■ Aim of the task ■
Copy out each line from the material where the word "Fischerstraße" is found.

■ Records for the task ■
════

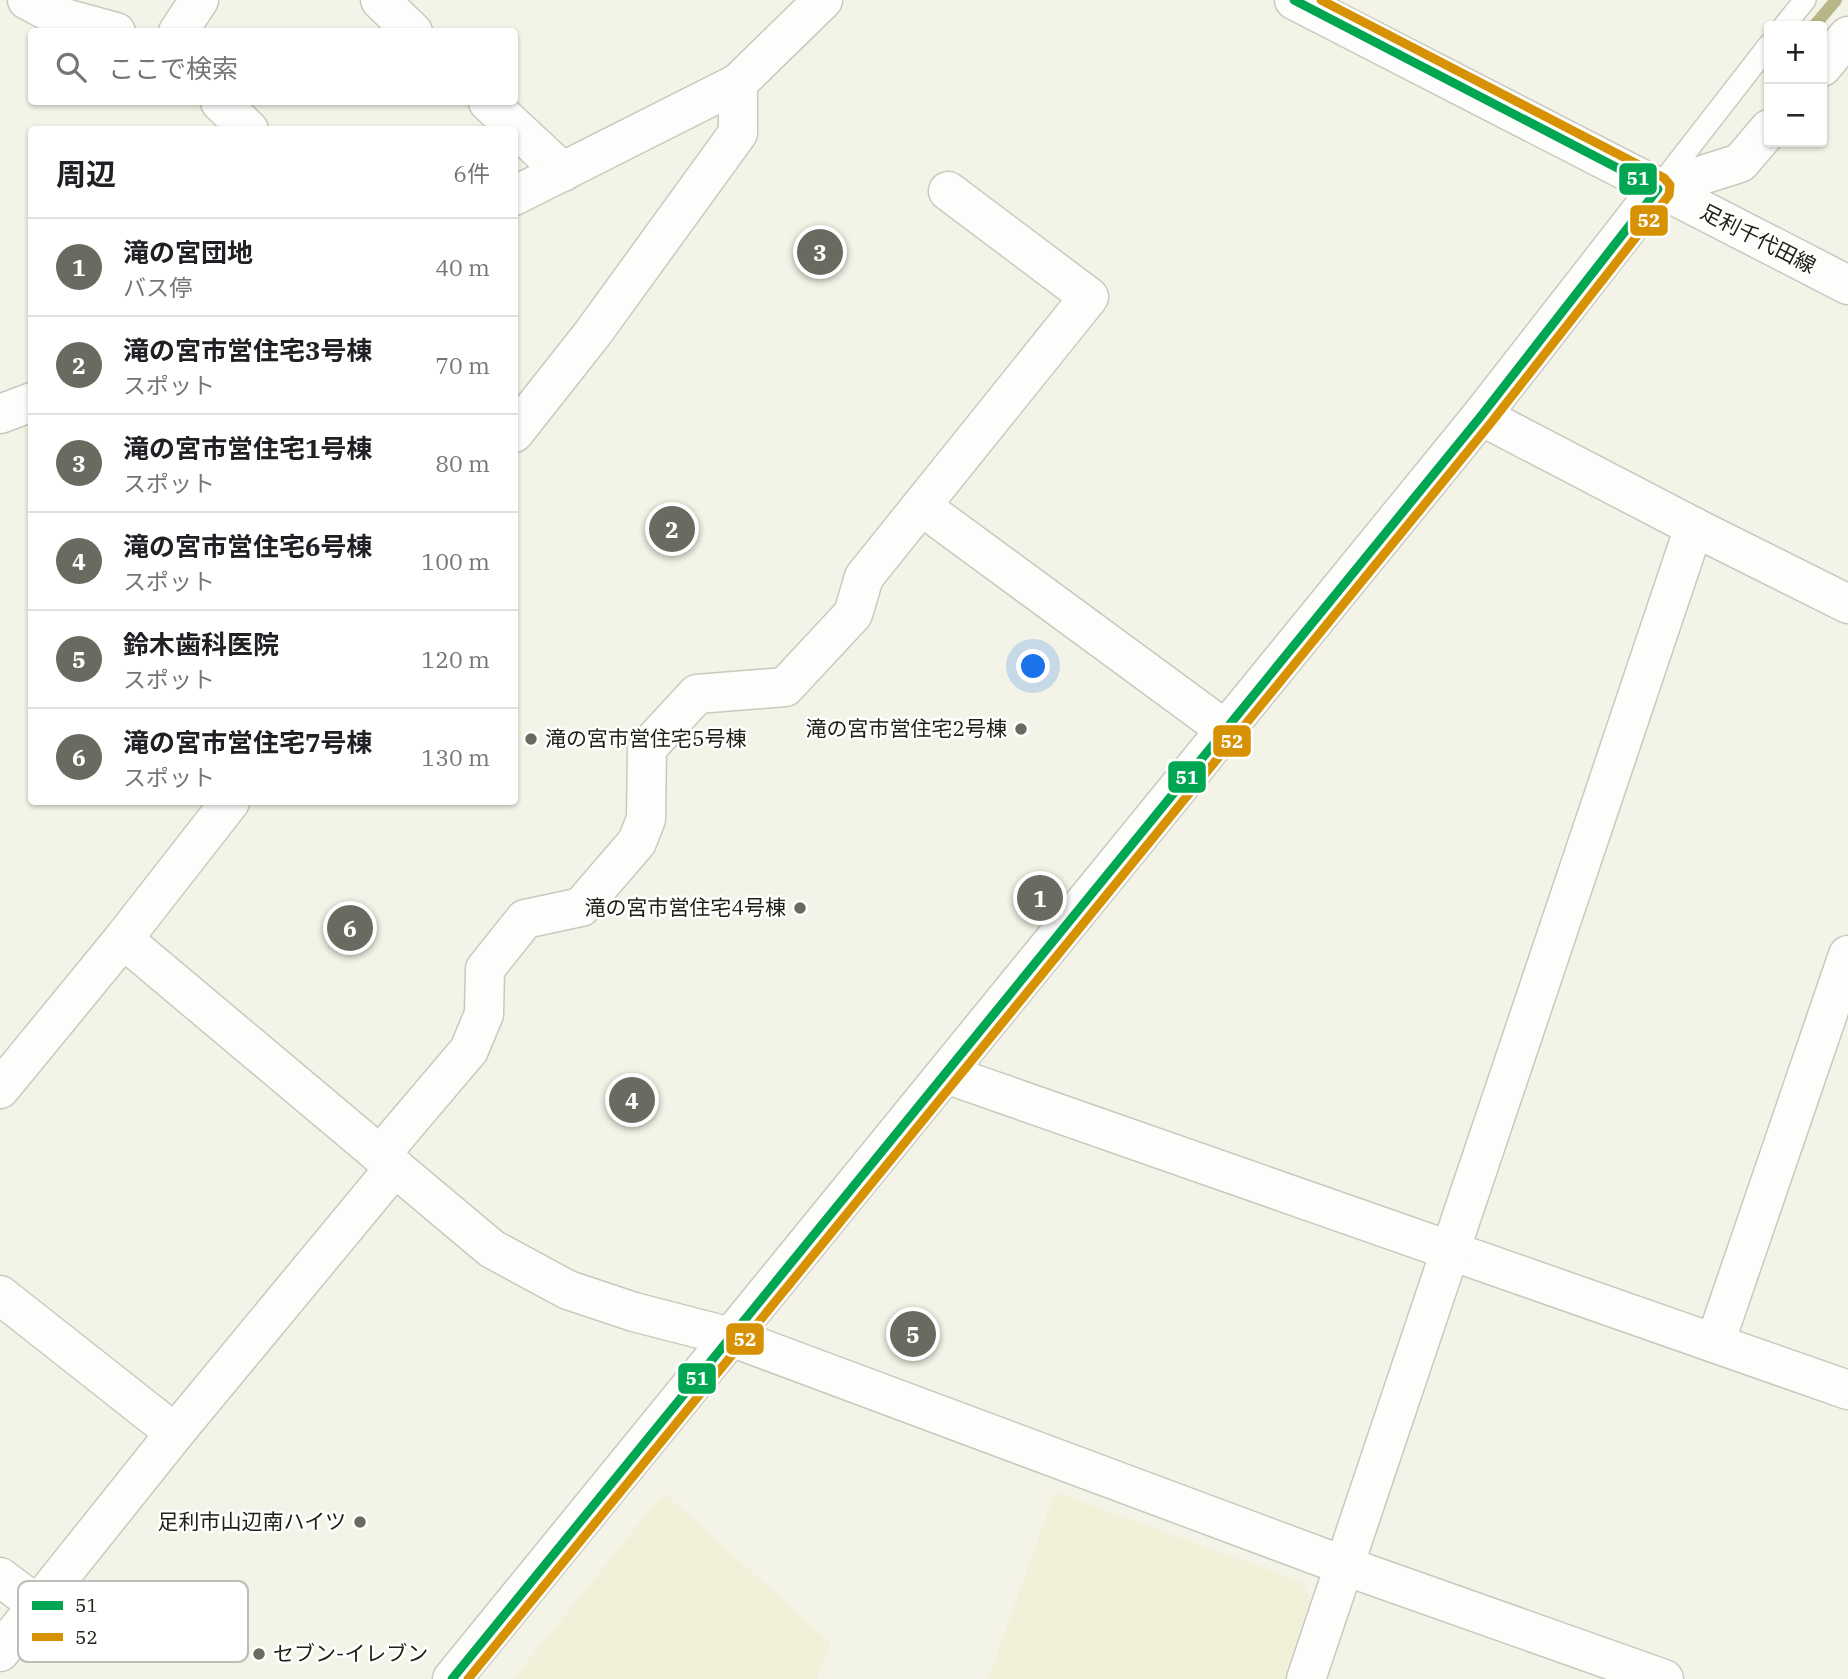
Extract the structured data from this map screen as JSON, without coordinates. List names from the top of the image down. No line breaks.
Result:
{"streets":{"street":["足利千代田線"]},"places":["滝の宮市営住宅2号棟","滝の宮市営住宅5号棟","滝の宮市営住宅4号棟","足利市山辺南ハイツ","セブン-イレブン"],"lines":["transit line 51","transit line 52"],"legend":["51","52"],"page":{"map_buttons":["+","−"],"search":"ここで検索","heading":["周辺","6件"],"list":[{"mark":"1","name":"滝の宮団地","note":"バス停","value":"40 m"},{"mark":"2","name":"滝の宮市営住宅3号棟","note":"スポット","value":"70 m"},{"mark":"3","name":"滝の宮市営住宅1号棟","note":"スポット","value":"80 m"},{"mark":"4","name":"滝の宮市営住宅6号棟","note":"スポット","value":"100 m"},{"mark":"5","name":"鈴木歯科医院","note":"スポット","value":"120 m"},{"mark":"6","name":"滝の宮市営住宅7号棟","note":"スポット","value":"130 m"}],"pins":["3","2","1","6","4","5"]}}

════

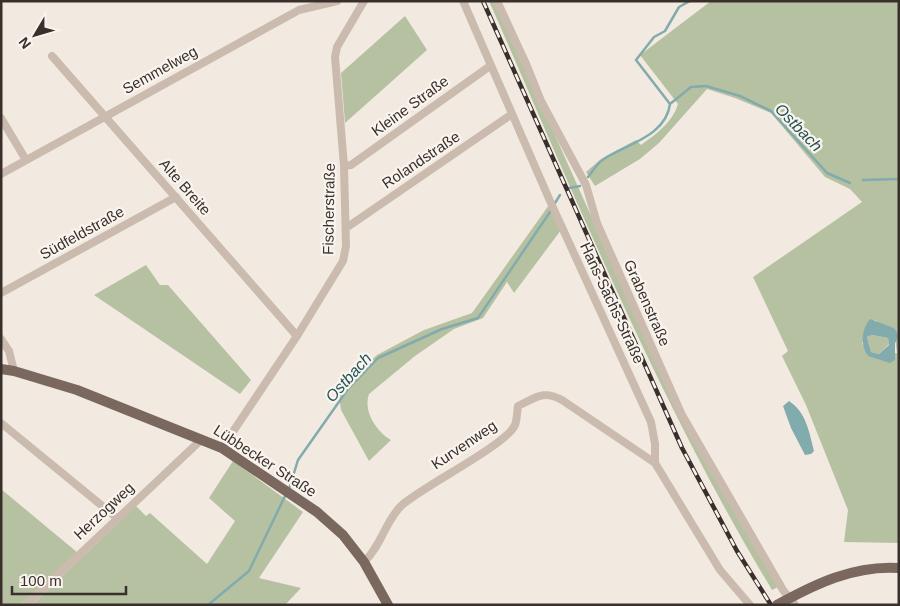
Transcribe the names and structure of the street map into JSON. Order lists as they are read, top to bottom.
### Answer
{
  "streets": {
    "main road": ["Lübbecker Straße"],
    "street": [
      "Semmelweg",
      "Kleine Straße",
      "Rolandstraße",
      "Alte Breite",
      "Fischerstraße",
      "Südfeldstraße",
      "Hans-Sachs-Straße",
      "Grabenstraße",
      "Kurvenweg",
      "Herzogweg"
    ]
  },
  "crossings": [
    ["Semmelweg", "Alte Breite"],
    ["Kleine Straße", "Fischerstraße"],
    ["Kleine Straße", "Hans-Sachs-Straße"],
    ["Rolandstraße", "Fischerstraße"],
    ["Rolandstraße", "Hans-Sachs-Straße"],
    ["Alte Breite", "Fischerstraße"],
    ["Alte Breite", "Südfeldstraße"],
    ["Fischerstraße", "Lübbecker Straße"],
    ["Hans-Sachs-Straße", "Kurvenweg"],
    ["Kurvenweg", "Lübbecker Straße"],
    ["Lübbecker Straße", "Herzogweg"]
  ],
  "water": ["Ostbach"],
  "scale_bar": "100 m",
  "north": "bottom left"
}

════

■ Task response ■
      "Fischerstraße",
    ["Kleine Straße", "Fischerstraße"],
    ["Rolandstraße", "Fischerstraße"],
    ["Alte Breite", "Fischerstraße"],
    ["Fischerstraße", "Lübbecker Straße"],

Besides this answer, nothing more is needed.